Just over two weeks ago, I visited Auschwitz with the Holocaust Educational Trust. For anyone who goes there, it is a chilling experience to see where 1.5 million people were clinically and brutally murdered. That left me with two salutary reminders of things I already knew. The first is the obvious one: the message that we must never, ever let anything like that happen again. The second is that the experience of the holocaust is ingrained in the collective memory of every Jew in this country and throughout the world, and a large proportion of the population of the state of Israel. It is there as Israel marks its 60th anniversary.

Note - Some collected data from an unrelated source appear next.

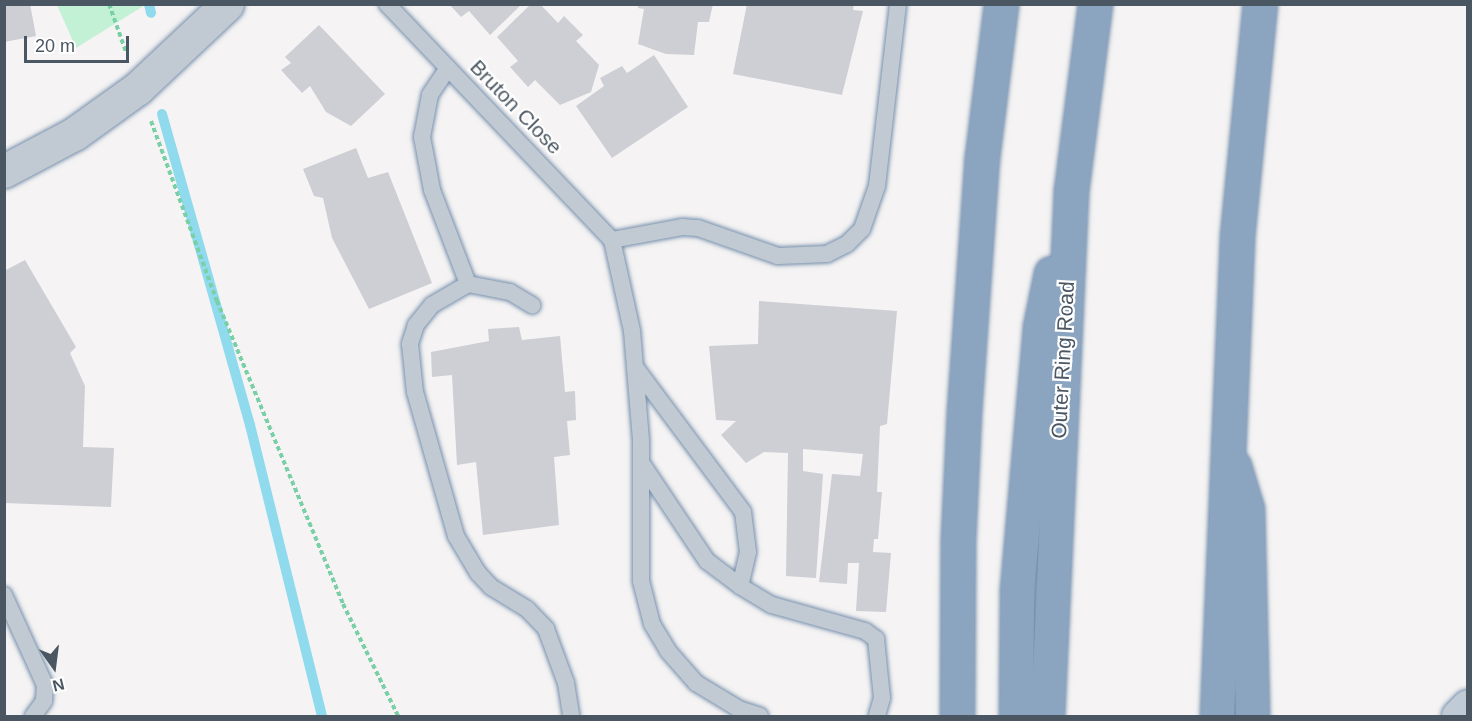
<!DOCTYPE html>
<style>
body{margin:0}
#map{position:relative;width:1472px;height:721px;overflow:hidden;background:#f5f3f3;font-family:Helvetica,sans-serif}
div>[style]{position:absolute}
.green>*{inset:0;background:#c3f1d5}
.stream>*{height:10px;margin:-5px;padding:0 5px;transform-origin:5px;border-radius:5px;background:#90daee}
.building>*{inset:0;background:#cdcfd5}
.path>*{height:4px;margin-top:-2px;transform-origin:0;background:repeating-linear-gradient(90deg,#7ad0a6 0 4.5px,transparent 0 7.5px)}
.roads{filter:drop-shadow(0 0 2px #7690ad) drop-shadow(0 0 2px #7690ad)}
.lane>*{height:16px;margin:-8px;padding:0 8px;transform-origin:8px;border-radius:8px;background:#c1cad2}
.street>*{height:33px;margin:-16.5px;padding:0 16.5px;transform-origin:16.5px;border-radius:16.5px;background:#c1cad2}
.secondary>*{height:33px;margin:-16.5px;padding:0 16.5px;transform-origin:16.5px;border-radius:16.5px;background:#c1cbd6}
.highway>*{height:33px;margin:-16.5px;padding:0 16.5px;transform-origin:16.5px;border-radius:16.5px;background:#8ba5c1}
span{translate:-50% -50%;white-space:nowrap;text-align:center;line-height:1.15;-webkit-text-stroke:4.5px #fff;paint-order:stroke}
.street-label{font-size:21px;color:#4a5661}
.frame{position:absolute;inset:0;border:6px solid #4a5661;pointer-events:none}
.north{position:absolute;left:24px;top:637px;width:60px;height:60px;-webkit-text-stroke:4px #fff;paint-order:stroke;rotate:166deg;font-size:16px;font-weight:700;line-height:24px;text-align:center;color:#4a5661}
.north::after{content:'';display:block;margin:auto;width:21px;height:27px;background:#4a5661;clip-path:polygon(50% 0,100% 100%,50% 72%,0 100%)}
.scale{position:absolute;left:24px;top:36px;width:105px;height:27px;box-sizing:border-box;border:3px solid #4a5661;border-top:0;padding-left:8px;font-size:18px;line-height:21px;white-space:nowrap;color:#4a5661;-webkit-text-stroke:4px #fff;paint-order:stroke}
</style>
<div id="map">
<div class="green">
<i style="clip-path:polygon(57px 5px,145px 5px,76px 48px)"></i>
</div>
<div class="stream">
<i style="left:149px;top:4px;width:9px;rotate:77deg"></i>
<i style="left:162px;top:114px;width:323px;rotate:74.2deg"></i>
<i style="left:250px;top:425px;width:300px;rotate:76.1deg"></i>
</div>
<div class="building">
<i style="clip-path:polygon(4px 4px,30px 4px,36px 36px,4px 42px)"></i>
<i style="clip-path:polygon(449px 4px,522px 4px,490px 35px,469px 11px,461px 17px)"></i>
<i style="clip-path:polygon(531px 4px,540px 4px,558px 23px,564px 16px,583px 35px,576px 41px,599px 65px,591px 92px,560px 105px,535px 80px,528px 87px,510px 67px,518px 61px,497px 37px)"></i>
<i style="clip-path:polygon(638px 4px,713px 4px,709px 22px,698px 22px,694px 55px,666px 54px,638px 44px,644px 9px,638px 8px)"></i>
<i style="clip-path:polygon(747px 4px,854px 4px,853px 10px,863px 11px,842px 95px,733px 74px)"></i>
<i style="clip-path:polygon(319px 25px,385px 94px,351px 126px,326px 112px,310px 86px,302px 93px,281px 70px,291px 63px,285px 57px)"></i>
<i style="clip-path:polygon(654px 55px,688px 107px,612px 158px,576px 106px,604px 86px,600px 78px,622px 66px,627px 73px)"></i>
<i style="clip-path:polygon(356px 148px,368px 178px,388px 172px,432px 283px,369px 309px,332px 238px,323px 198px,314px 196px,303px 169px)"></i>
<i style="clip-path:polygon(25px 260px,76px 347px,70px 353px,85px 386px,83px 447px,114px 448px,111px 507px,4px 503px,4px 271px)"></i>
<i style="clip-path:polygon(759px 301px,897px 311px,887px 424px,880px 426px,877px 492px,882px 492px,878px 539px,874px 539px,873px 552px,891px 553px,886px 612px,856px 611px,859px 563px,848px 563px,847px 584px,819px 582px,832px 474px,860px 476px,863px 454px,803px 449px,803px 471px,823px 474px,816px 578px,786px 576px,788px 453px,764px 452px,746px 463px,721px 435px,736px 421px,716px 420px,709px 346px,758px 344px)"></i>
<i style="clip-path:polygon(519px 327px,522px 340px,560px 336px,565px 392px,575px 391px,576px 420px,567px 421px,570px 455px,554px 457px,559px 525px,483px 535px,476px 462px,457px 465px,452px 375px,432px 377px,431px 352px,489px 341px,488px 329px)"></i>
</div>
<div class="path">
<i style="left:109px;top:4px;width:51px;rotate:70.5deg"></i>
<i style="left:151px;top:121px;width:192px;rotate:69.9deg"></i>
<i style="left:217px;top:301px;width:328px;rotate:67.4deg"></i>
<i style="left:343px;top:604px;width:125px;rotate:63.8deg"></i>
</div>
<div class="roads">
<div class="lane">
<i style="left:387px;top:4px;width:326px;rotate:46.4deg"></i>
<i style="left:448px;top:68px;width:32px;rotate:124deg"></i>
<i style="left:430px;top:95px;width:43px;rotate:100.8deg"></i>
<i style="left:422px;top:137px;width:54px;rotate:79.3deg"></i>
<i style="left:432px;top:190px;width:101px;rotate:69deg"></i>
<i style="left:468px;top:284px;width:42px;rotate:149.7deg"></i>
<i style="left:432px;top:305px;width:26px;rotate:129deg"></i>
<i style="left:416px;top:325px;width:20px;rotate:108deg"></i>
<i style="left:410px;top:344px;width:48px;rotate:84.1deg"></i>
<i style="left:415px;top:392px;width:150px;rotate:74.1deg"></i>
<i style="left:456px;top:536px;width:43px;rotate:59.3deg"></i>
<i style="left:478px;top:573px;width:19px;rotate:47deg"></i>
<i style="left:491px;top:587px;width:42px;rotate:31.4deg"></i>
<i style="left:527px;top:609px;width:28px;rotate:46deg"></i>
<i style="left:546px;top:629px;width:58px;rotate:69.7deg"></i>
<i style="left:566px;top:683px;width:33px;rotate:81deg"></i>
<i style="left:612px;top:240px;width:93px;rotate:77.6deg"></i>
<i style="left:632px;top:331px;width:110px;rotate:85.3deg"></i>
<i style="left:641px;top:441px;width:140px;rotate:90deg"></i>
<i style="left:641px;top:581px;width:44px;rotate:75.7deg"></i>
<i style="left:652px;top:624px;width:31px;rotate:59deg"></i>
<i style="left:668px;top:651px;width:43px;rotate:48.8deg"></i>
<i style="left:696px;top:683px;width:50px;rotate:31.2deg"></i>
<i style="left:739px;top:709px;width:22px;rotate:18deg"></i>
<i style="left:612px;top:240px;width:71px;rotate:-10.5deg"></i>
<i style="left:682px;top:227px;width:16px;rotate:4deg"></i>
<i style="left:698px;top:228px;width:85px;rotate:19.3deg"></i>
<i style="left:778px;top:256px;width:49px;rotate:-2.3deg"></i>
<i style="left:827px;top:254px;width:22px;rotate:-27deg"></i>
<i style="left:847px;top:244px;width:21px;rotate:-45deg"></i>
<i style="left:862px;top:229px;width:46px;rotate:-70.8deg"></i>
<i style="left:877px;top:186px;width:183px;rotate:-83.4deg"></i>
<i style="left:468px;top:284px;width:43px;rotate:10.8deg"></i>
<i style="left:510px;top:292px;width:26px;rotate:31deg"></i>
<i style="left:635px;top:367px;width:181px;rotate:53.3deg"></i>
<i style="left:743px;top:512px;width:40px;rotate:82.9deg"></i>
<i style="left:748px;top:552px;width:35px;rotate:103deg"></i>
<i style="left:642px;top:464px;width:117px;rotate:56.2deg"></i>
<i style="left:707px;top:561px;width:41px;rotate:37.1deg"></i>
<i style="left:740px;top:586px;width:37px;rotate:31deg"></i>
<i style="left:772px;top:605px;width:97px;rotate:15.6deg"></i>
<i style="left:865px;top:631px;width:14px;rotate:36deg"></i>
<i style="left:876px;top:639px;width:59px;rotate:84.2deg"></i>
<i style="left:882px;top:698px;width:19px;rotate:106deg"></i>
<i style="left:4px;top:595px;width:99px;rotate:65.5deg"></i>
<i style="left:45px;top:685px;width:16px;rotate:94deg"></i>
<i style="left:44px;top:701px;width:19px;rotate:126deg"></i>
</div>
<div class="street">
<i style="left:4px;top:171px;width:79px;rotate:-27.9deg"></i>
<i style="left:74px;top:134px;width:79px;rotate:-35.7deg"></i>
<i style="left:138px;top:88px;width:122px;rotate:-43.3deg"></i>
</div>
<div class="secondary">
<i style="left:1458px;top:716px;width:14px;rotate:-45deg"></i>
</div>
<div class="highway">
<i style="left:1234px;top:466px;width:45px;rotate:73.2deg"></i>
<i style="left:1247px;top:509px;width:207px;rotate:88.6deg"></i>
<i style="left:957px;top:716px;width:177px;rotate:-89.7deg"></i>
<i style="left:958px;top:539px;width:127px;rotate:-87.3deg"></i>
<i style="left:964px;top:412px;width:256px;rotate:-86deg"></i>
<i style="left:982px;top:157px;width:154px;rotate:-82.9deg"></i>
<i style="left:1016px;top:716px;width:125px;rotate:-89.5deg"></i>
<i style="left:1017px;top:591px;width:265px;rotate:-85deg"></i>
<i style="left:1040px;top:327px;width:55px;rotate:-78.5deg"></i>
<i style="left:1047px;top:716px;width:526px;rotate:-87.38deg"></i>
<i style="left:1071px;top:191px;width:189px;rotate:-82.7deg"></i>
<i style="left:1217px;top:716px;width:479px;rotate:-87.6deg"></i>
<i style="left:1237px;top:237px;width:234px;rotate:-84.4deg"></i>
</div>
</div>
<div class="street-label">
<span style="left:516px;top:107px;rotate:46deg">Bruton Close</span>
<span style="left:1063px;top:360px;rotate:-87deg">Outer Ring Road</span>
</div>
<div class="frame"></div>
<div class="north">N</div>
<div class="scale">20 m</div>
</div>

I am not suggesting that the Zionist dream of Israel came from the holocaust, because it did not. My hon. Friend talked about some of Israel’s history and criticised some of the selective versions of history from the other side—one could say that there was some selectivity in his description too, but I will not go into that. I simply want to say that if the search for peace in the middle east today is to be successful, we all need to understand the sense of identity of those involved. Their hopes and fears today are conditioned by, informed by and, to some extent, a product of those collective memories. The holocaust must be part of that, and it is essential to understand that. For anyone who is more associated with the Palestinian and Arab perspectives of the current situation—as I consider myself to be—an understanding of that collective memory of the holocaust is vital.

I say candidly to my hon. Friend that there are other collective memories that are different in scale and nature from the holocaust, but are just as real and just as painful for the people concerned. For all Palestinians, the collective memory of what they call the Nakba or catastrophe, which was also 60 years ago, is one. Seven hundred thousand Palestinians lost their homes. As my hon. Friend said, some were driven out by threats of violence, some were driven out by actual violence, and some fled because they were in a war zone. The point is that, however they left, they were never allowed to return.

Today, 4 million Palestinian refugees are registered, and refugees form a big part of the 1.5 million people who are imprisoned in Gaza with the appalling humanitarian crisis there. I do not want to go into the details of that today, because it is not the time, but to understand the Palestinians we must realise that the collective memory of the Nakba is a daily reality in Gaza and for those who, in the west bank, face closures, checkpoints and the separation wall.